Если уйти дальше Пивзавода, туда, где начинается лес, идти просекой и свернуть направо, затем пробраться через бурелом, можно дойти до Ювелира.

Среди вековых сосен, сухостоя и лапастых елей — полянка и серебрится ручей. Здесь живет, словно на острове, Ювелир.

Холмгородцы не любят Ювелира за скверный характер и нелюдимость. Но никто в Холмгороде не отрицает его таланта. Вся Слобода покупает его украшения. К нему редко кто-то приходит, разве что почтальон и лесничий — проверить, не срубил ли Ювелир лишнее дерево, да Актриса — единственный человек, вхожий к Ювелиру без стука. Она приносит ему кольца, серьги, кулоны, цепочки, купленные в обычном ювелирном магазине в Слободе, а он плавит их в золото и серебро для своих изделий. Кольца он делает по размеру пальцев Актрисы и считает, что, если они не подходят кому-то еще, значит, он недостоин. Таким приходится довольствоваться серьгами и другими безразмерными творениями Ювелира.
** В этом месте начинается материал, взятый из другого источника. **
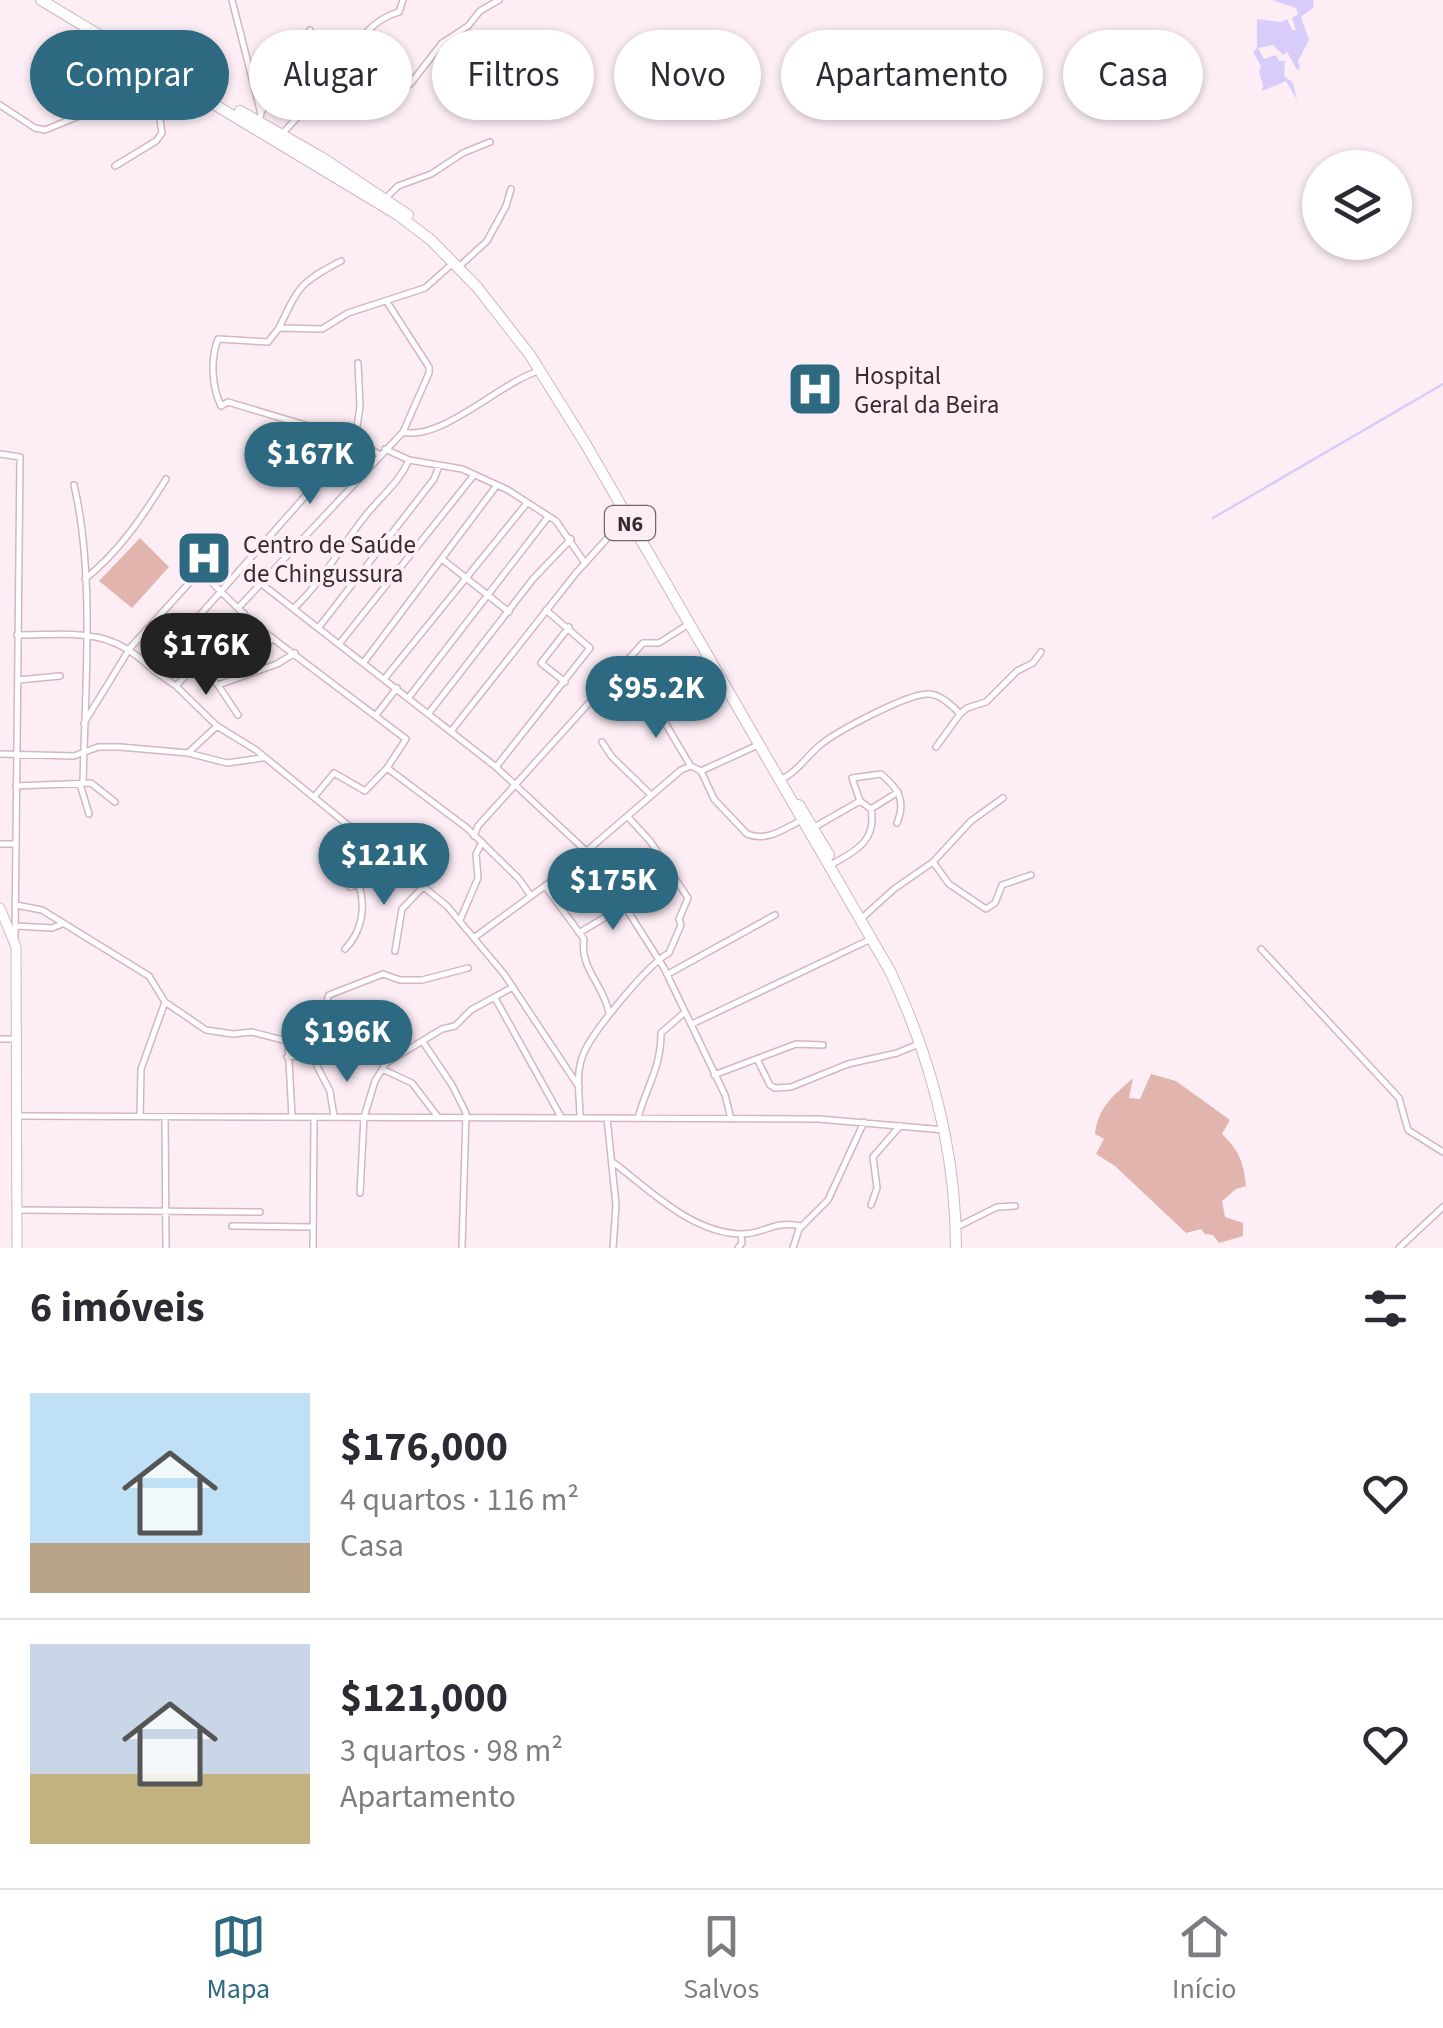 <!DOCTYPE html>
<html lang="pt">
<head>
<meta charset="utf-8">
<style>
	body { margin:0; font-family:"Source Sans 3",sans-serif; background:#f2f2f3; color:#2b2b33; height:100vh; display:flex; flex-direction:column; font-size:38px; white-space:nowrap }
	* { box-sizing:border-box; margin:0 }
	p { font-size:32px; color:#7c7c81 }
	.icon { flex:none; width:55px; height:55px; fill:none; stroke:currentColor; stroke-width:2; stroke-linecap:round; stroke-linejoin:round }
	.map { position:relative; height:1248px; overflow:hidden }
	.panel { display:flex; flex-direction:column; background:#fff; flex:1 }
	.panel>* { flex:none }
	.guide { position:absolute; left:30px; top:30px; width:1385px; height:90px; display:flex; gap:20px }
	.controls { position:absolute; left:1302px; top:150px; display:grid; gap:20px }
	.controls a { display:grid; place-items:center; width:110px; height:110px; border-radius:50%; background:#fff; box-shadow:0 2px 8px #0004; font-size:50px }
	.price { position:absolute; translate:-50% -85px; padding:0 22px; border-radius:35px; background:#2d6980; color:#fff; font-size:32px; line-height:65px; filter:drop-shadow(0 2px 5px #0008) }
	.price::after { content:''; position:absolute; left:50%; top:60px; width:30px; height:22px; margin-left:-15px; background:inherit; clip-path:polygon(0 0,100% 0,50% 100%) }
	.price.selected { background:#222; color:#fff }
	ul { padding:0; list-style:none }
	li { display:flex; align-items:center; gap:30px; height:250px; padding:0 30px }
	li+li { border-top:2px solid #e1e1e2 }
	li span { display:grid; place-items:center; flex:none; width:280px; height:200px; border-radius:0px; color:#555 }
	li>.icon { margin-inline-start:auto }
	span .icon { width:120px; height:120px; fill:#fffc; stroke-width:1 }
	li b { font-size:42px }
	h2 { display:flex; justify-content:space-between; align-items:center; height:120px; padding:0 30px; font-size:42px }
	.pill { padding:0 35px; border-radius:45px; background:#fff; box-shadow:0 2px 8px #0004; font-size:35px; line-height:90px }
	.pill.selected { background:#2d6980; color:#fff }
	.tab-bar { display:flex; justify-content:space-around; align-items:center; height:140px; border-top:2px solid #e1e1e2; background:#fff; font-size:28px; color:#7c7c81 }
	.tab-bar a { display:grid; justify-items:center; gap:5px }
	.tab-bar .selected { color:#2d6980 }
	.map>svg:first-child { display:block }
	.green { fill:#e1b5ad }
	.water { fill:#d8cdfa }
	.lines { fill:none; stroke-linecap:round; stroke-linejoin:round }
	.stream { stroke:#d8cdfa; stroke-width:2.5 }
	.minor-casing { stroke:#d5b4c7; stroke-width:8 }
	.major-casing { stroke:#d5b4c7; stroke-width:11 }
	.highway-casing { stroke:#d5b4c7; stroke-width:12 }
	.minor { stroke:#fff; stroke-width:5 }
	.major { stroke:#fff; stroke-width:9 }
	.highway { stroke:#fff; stroke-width:10 }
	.labels { text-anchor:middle; stroke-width:8; stroke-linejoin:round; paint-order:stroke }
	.shield { fill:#fdeef6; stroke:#72656c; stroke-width:2.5 }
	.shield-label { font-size:22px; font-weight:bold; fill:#372a31 }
	.poi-label { font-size:25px; fill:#372a31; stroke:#fdeef6; text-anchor:start }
</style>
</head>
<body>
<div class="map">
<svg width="1443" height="1248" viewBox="0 0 1443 1248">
	<rect width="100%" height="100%" fill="#fdeef6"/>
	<path class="green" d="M 140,538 L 169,567 L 132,608 L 99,581 Z
		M 1151,1074 L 1176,1081 L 1230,1120 L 1222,1134 C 1239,1150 1244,1163 1246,1186 L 1236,1189 L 1222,1201 L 1225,1217 L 1243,1223 L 1243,1236 L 1219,1243 L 1213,1235 L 1205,1234 L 1201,1229 L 1186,1233 L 1115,1166 L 1096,1154 L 1104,1139 L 1095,1134 C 1098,1107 1114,1095 1133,1078 L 1129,1098 L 1140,1099 Z"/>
	<path class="water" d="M 1272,0 L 1313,0 L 1314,7 L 1301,17 L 1309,40 L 1298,61 L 1300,69 L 1297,70 L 1287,52 L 1283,55 L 1273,45 L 1258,48 L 1264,59 L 1276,55 L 1279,61 L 1285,61 L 1284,76 L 1293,83 L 1297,100 L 1286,81 L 1262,91 L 1263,85 L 1259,72 L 1261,66 L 1253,52 L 1257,48 L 1257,19 L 1281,22 L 1287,19 L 1292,30 L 1296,30 L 1292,18 L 1298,14 L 1296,8 Z"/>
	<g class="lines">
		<path class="stream" d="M 1213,518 L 1443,384"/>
		<g class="minor-casing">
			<path id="minor" d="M 232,0 L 261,114 L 258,122
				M 371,92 L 388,97 L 411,83 L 442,43 L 468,26 L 480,11 L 499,0
				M 336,99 C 345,63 360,23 399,12 L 403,0
				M 0,105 L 35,128 L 45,130 L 113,102 L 123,86 L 140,74 L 156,72
				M 262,111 C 277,75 299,70 310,30
				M 282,134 L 303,111 L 319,111 L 341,97 L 369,97 L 371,75
				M 115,166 L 156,141 L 162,133 L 160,120 L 164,114 L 205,99
				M 386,198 L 398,186 L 431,174 L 463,153 L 490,142
				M 463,263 L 487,241 L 506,206 L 511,189
				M 279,328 C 299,286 299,283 341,261
				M 403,432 C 441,442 502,381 539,371
				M 385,449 L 409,460 L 462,469 L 508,490 L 556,521 L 585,563
				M 0,454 L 20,457 L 15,937
				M 380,455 L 355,440 L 228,402 L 221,406 C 212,387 210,360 218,339 L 268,342 L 279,328 L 322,329 L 348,313 L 425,288 L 452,264
				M 74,485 C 95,573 85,691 83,783
				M 442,559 L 509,612
				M 85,579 C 119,552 143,516 166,479
				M 263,585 L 496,767 L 586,851 L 605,875 L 664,968 L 725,1095 L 731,1119
				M 239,607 L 403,432 L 429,373 L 429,367 L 387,302
				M 294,608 C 324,580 341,546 366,515 C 382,495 399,483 409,460
				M 319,627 L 434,479 L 439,466
				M 17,635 C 75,635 108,626 152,669 L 355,440 L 360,406 L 358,363
				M 218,642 L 255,671
				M 340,643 L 474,475
				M 245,661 L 254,658 L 273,638
				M 364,662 L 497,485
				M 199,665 L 218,685 L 238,715
				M 153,670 L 176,686 L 244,613
				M 385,678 L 527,503
				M 18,680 L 60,676
				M 565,682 L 541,663 L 569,627
				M 218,685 L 277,664 L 295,653
				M 176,686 L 217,726 L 256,750 L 447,906 L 504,974 L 579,1087
				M 409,697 L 548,517
				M 651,699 L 690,765
				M 429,713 L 533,579 L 571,539
				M 376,715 L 397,688
				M 84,723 L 130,648 L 200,571 L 255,625 L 406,739 L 387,768
				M 452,730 L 576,573 L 612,533 L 631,525
				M 602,742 L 612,757 L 650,794
				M 936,747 L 960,714 L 967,708 L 986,702 L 1017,671 L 1033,663 L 1041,652
				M 188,753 L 217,726
				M 0,754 L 74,756 L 98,747 L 120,747 L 188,753 L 227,763 L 262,758
				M 496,767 L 590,648 L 546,610
				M 701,771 L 714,799 L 747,834 C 766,842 784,829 800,821
				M 784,778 C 799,770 806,757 819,746 C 835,732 905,695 927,694 C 939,693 953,706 960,714
				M 80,784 L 89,814
				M 16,786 L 91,783 L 115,802
				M 314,797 L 334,773 L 365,791 L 387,768 L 467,828 L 519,879 L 531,896
				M 860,801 L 852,778 L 881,774 C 899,789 906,801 897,823
				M 813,828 L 860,801 L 871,809 L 898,792
				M 474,836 L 478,826 L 643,643 L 659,643 L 687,625
				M 0,844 L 16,844
				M 933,862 L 949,884 L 986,909 L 995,903 L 1002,885 L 1031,875
				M 834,863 C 857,851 877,839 871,809
				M 545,886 L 584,939 C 579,968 604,985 609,1013
				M 350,887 L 390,874 L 398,867
				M 16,905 L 42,910 L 149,976 L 165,1002 L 141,1069 L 140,1116
				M 862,918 L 894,889 L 933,862 L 971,821 L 1003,798
				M 460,920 L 478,878 L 476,854 L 482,842
				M 16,926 L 52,928 L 62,924
				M 579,933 L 612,913 L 621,903
				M 475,937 L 553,880 L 681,770 L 691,766 L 701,771 L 758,745
				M 345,949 C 362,932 366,907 359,885
				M 1261,949 L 1399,1098 L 1408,1130 L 1443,1152
				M 395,951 L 402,909 L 424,886
				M 668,974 L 775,915
				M 495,998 L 561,1117
				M 165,1002 L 206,1030 L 233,1034 L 252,1032 L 291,1042 C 308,1032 323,1014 329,995 L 383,974 L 400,980 L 422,980 L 468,968
				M 692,1024 L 869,940
				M 0,1039 L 17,1039
				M 288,1042 L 292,1117
				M 423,1042 L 452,1085 L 466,1113 L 462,1248
				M 287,1057 L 326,1054 L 343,1034
				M 758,1061 L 770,1085 L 775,1088 L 791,1087 L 848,1064 L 897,1053 L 921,1043
				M 317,1066 L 330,1091 L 334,1117
				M 382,1069 L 412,1083 L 438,1117
				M 714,1075 L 796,1044 L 823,1045
				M 17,1116 L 819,1119 L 944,1130
				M 165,1117 L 166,1248
				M 580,1118 C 580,1097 575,1074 583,1055 C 591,1033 649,963 669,953 L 681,925 L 679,919 L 688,898 L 650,841 L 628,817
				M 607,1118 L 616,1205 L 613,1248
				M 638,1118 C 646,1087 661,1069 661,1033 L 685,1012
				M 614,1163 C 651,1191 692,1233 741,1234 C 766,1234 772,1220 801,1226
				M 360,1193 L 364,1117 L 375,1081 L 386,1063 L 442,1029 L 455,1026 L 471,1010 L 513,987
				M 871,1205 L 877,1188 L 873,1157 L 900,1126
				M 18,1210 L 260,1212
				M 961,1225 L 997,1207 L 1015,1206
				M 232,1226 L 313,1227
				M 313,1248 L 314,1117
				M 738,1248 L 742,1243 L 741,1234
				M 793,1248 L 799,1229 L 828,1200 L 864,1122
				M 1399,1248 L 1443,1207"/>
		</g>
		<g class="major-casing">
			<path id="major" d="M 0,908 L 16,947 L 17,1248"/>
		</g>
		<g class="highway-casing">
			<path id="highway" d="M 41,0 L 398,215 L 431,240 L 477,287 L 530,355 L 585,443 L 890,971 C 932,1060 956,1150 956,1248
				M 240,111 L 321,157 L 408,215
				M 799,805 L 829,855"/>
		</g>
		<use href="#minor" class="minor"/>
		<use href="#major" class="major"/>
		<use href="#highway" class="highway"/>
	</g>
	<defs>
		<g id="hospital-square" transform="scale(2.875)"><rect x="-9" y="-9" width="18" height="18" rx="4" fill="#2d6980" stroke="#fdeef6"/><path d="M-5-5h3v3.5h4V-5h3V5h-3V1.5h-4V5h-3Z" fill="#fff"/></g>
	</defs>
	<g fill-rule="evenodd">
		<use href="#hospital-square" x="815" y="389"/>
		<use href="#hospital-square" x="204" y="558"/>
	</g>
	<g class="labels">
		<rect class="shield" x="605" y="506" width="50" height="34" rx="8"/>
		<g class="shield-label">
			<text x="630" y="531">N6</text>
		</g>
		<g class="poi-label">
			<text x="854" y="384">Hospital<tspan x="854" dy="29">Geral da Beira</tspan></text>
			<text x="243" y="553">Centro de Saúde<tspan x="243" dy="29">de Chingussura</tspan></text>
		</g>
	</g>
</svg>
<div class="controls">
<a><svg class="icon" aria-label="layers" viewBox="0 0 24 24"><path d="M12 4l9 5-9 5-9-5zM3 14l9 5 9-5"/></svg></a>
</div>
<b class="price" style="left:310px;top:507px">$167K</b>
<b class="price selected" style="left:206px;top:698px">$176K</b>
<b class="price" style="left:656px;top:741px">$95.2K</b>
<b class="price" style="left:384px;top:908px">$121K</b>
<b class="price" style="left:613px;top:933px">$175K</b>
<b class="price" style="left:347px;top:1085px">$196K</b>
<div class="guide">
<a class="pill selected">Comprar</a>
<a class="pill">Alugar</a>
<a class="pill">Filtros</a>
<a class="pill">Novo</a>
<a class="pill">Apartamento</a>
<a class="pill">Casa</a>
</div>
</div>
<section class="panel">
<h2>6 imóveis<svg class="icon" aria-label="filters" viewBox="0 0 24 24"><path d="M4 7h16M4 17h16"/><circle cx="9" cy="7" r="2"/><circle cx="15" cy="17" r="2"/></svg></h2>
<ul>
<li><span style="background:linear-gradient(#bfe0f5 75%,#b9a48a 0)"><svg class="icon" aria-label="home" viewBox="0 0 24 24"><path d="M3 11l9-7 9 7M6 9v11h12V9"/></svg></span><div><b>$176,000</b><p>4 quartos · 116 m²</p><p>Casa</p></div><svg class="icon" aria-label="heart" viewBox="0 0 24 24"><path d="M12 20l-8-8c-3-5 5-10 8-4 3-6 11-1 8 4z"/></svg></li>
<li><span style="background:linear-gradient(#c9d6e8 65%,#c2b280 0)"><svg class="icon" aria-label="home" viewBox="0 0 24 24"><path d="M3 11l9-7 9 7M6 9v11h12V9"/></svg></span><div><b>$121,000</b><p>3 quartos · 98 m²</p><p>Apartamento</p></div><svg class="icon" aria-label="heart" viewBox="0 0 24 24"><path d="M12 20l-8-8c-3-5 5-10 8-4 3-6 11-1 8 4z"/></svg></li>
</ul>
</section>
<nav class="tab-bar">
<a class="selected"><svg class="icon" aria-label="map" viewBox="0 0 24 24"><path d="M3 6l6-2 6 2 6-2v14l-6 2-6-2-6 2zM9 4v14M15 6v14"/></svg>Mapa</a>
<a><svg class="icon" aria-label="saved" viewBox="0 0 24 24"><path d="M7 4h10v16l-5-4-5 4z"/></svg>Salvos</a>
<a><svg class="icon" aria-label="home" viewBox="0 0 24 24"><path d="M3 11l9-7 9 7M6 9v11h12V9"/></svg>Início</a>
</nav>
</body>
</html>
Если кто-то вздумает сделать у него заказ, Ювелир не откажет, но заказчик получит изделие из обычного камня, где не будет ни грамма золота или серебра. Мне казалось, что именно такие украшения у Ювелира получались лучше всего. Актриса со мной соглашалась. Да и сам Ювелир считал так же. Он ненавидел золото и серебро, поэтому всегда обрабатывал их так, чтобы невозможно было понять, что это благородные металлы. Он не обрабатывал камни, не признавал классические линии. От того его украшения имели подлинную красоту заложенного в них смысла. А смысл Ювелир объяснял так: «Я хочу сохранить красоту того, что вижу, красоту каждого дерева, каждой веточки, каждого листа и травинки. Я ничего не создаю, я только пытаюсь не дать умереть хрупкой красоте окружающего меня мира. Все, что сейчас есть, когда-то исчезнет, может, когда-то не будет травы и деревьев и тогда, через многие века, археологи будущего найдут мои украшения и поймут, насколько красив был мир, который мне посчастливилось видеть». Так он мне сказал однажды.

Я ходил к нему нечасто. Ювелир не был ко мне расположен, но допускал мое присутствие. Я любил смотреть, как он работает. Сначала он бегал по лесу и собирал с земли мельчайшие веточки, искал особенные травинки, выкапывал коренья. Долго рассматривал их, и в этот момент мне казалось, что он по-настоящему счастлив. Затем он запирался в избе. Я слышал, как он кричит, как ругает тех, кто будет носить его украшения, но никогда не поймет, что он имеет в виду, не рассмотрит всей красоты, а будет носить только потому, что его произведения необычайно популярны в Холмгороде, особенно в Слободе.